Strahlender Empfang auf Lewis
Unter strahlend blauem Himmel tuckerte die Fähre durch die Schärenküste um Ullapool in den North Minch. Diese Meeresenge trennt das schottische Festland von der Landbrücke der Äußeren Hebriden. Besser gesagt: sie verbindet die Highlands mit den Western Isles. Denn hier an der schottischen Küste gibt es nur noch Wasserwege und Fährpassagen, die im innerhebridischen Inselkosmos hinausreichen bis an den Rand jener entlegenen Welt.
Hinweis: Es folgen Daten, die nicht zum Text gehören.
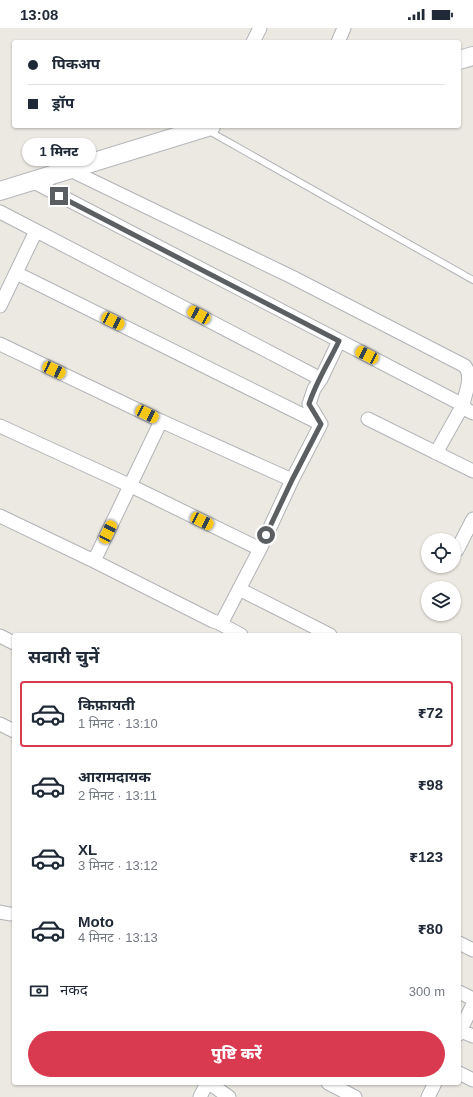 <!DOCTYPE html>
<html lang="hi">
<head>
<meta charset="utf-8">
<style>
  body { margin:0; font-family:Helvetica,"Noto Sans Devanagari",sans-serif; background:#f6f6f7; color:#1f2937; height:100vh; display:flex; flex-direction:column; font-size:15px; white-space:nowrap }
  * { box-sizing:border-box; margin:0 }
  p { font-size:13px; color:#747a83 }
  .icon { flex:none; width:22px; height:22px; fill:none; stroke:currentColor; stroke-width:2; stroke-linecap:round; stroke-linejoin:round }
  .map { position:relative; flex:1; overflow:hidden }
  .sheet { position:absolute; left:12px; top:605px; width:449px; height:452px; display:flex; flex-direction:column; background:#fff; border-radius:4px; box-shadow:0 1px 3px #0004 }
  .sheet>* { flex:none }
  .guide { position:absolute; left:12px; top:12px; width:449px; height:88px; border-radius:4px; box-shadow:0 1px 3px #0004; display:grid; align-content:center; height:88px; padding:0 16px; background:#fff }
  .controls { position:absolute; left:421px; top:505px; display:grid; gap:8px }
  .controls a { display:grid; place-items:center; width:40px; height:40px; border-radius:50%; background:#fff; box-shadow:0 1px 3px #0004; font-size:20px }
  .end { position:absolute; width:18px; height:18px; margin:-9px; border:5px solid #5b5f62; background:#fff; box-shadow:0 0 0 2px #fff }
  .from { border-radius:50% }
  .bubble { position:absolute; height:28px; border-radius:14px; background:#fff; box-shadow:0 1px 3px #0004; font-size:13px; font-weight:800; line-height:28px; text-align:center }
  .car { position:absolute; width:12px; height:24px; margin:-12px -6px; border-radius:5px; box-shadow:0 0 3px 1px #0007; background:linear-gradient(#f5c518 24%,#345 0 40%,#f5c518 0 76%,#345 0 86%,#f5c518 0) }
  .guide b { display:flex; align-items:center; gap:14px; height:38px; font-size:15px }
  .guide b+b { border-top:1px solid #e0e1e3 }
  .guide i { width:10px; height:10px; background:#1f2937 }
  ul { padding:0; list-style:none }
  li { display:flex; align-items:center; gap:12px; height:66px; margin:0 8px 6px; padding:0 8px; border:2px solid transparent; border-radius:4px }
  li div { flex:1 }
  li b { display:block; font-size:15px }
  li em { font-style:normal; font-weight:800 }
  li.on { border-color:#da3a4f }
  li>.icon { width:36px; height:36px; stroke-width:1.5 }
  h2 { padding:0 16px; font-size:18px; line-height:48px }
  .pay { display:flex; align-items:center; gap:10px; height:44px; padding:0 16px; font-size:15px }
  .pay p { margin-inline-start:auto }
  .button { display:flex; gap:8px; margin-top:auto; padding:8px 16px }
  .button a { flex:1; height:46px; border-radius:24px; background:#da3a4f; color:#fff; font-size:16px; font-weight:800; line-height:46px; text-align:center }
  .status { display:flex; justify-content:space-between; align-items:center; height:28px; padding:0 20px; background:#fff; direction:ltr }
  .status svg { height:11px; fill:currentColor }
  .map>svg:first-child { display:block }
</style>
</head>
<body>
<div class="status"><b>13:08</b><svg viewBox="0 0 49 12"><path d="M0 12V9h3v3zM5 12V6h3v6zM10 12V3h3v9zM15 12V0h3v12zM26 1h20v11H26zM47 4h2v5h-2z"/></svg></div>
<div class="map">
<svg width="473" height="1069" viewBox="0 0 473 1069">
  <rect width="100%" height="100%" fill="#ece8e2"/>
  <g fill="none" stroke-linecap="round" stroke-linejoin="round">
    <defs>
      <path id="lane" d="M209,103L473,252"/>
      <path id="street" d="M253,14L260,0
        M338,14L344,0
        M70,142L292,249L465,338C473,350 466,361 463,377L467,382L473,385
        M32,153L463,377L436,425
        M0,184L321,351L314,361L309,376L321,396L292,452L260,521L223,592L219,595L213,593L94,533L0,488
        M16,245L321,396
        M0,278L36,203
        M0,316L161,393L292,452
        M321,351L339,313
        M368,391L473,443
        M0,398L131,458L260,521
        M457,522L473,491
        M94,533L161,393
        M239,561L330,607
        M219,595L241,607
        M0,608L14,615
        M0,696L14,703
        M0,884L10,886
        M459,915L473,922
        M459,964L473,971
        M461,1003L473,1008
        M459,1006L473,976
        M459,1045L473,1052
        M209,1055L229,1069
        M328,1055L355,1069
        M200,1069L207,1055
        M428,1069L435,1055"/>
      <path id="secondary" d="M459,32L473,28
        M0,163L211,98"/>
    </defs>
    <use href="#lane" stroke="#b0b4b7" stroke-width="8"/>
    <use href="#street" stroke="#b0b4b7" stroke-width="15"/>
    <use href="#secondary" stroke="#b2b6b9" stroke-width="20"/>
    <use href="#lane" stroke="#fff" stroke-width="6"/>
    <use href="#street" stroke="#fff" stroke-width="13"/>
    <use href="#secondary" stroke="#fff" stroke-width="18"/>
  </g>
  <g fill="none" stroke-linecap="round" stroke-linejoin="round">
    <path stroke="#5b5f62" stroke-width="5" d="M59,168L339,313C329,334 316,354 309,376L321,396L292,452L266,507"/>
  </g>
</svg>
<div class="controls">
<a><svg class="icon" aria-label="locate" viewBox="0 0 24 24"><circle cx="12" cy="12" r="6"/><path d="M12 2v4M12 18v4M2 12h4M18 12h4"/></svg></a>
<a><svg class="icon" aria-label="layers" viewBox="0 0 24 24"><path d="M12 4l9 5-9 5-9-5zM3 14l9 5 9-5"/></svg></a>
</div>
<i class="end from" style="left:266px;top:507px"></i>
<i class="end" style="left:59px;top:168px"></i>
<div class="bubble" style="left:22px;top:110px;width:74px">1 मिनट</div>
<i class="car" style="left:199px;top:287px;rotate:298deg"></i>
<i class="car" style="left:113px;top:293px;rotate:116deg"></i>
<i class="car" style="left:367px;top:327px;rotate:297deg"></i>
<i class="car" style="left:54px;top:342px;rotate:115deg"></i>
<i class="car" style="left:147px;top:386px;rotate:116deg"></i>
<i class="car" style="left:202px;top:493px;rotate:116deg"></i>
<i class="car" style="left:108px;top:504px;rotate:26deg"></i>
<div class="guide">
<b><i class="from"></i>पिकअप</b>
<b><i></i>ड्रॉप</b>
</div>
<section class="sheet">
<h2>सवारी चुनें</h2>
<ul>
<li class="on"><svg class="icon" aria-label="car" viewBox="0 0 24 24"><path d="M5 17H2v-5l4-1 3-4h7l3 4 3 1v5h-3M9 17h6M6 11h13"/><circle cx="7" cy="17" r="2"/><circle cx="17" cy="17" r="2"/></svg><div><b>किफ़ायती</b><p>1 मिनट · 13:10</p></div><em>₹72</em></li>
<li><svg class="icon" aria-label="car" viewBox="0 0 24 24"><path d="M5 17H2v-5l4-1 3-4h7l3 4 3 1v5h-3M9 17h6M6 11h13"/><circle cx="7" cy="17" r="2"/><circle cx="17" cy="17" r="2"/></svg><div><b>आरामदायक</b><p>2 मिनट · 13:11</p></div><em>₹98</em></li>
<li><svg class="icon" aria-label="car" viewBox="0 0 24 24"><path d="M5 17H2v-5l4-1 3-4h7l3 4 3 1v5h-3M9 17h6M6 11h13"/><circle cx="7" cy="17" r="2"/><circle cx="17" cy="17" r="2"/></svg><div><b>XL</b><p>3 मिनट · 13:12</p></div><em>₹123</em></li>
<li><svg class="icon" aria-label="car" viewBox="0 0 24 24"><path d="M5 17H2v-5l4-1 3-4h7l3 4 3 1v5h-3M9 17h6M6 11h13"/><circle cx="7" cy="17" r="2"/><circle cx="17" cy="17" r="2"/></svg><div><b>Moto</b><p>4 मिनट · 13:13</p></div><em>₹80</em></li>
</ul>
<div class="pay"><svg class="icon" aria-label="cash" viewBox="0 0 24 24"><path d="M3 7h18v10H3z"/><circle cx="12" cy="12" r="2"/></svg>नकद<p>300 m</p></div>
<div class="button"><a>पुष्टि करें</a></div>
</section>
</div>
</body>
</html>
Die Schiffe von Caledonian MacBrayne – „CalMac“, wie die Fährgesellschaft hier kurz und freundlich genannt wird – pendeln zwischen den unzähligen Inseln der Inner und Outer Hebrides auf der einen und dem Mainland auf der anderen Seite des Minch. Und Mainland ist alles, was starr an der britischen Insel hängt.
Anreise von Newcastle nach Ullapool
Wir waren mit dem Wohnmobil von IJmuiden nach Newcastle und quer durch die Highlands nordwestwärts an die schottische Küste gefahren, eine wunderbare Anreise und eine eigene Geschichte wert: bis nach Ullapool, wo uns bald nach dem Eintreffen am frühen Morgen das offene Maul der Fähre verschluckte. Im Bordrestaurant genossen wir bei herrlicher Aussicht ein erstes deftiges schottisches Frühstück: gebratene Eier, Bohnen und Kartoffelpuffer zu Schinken, Würsten und Black Pudding, der typischen Blutwurst.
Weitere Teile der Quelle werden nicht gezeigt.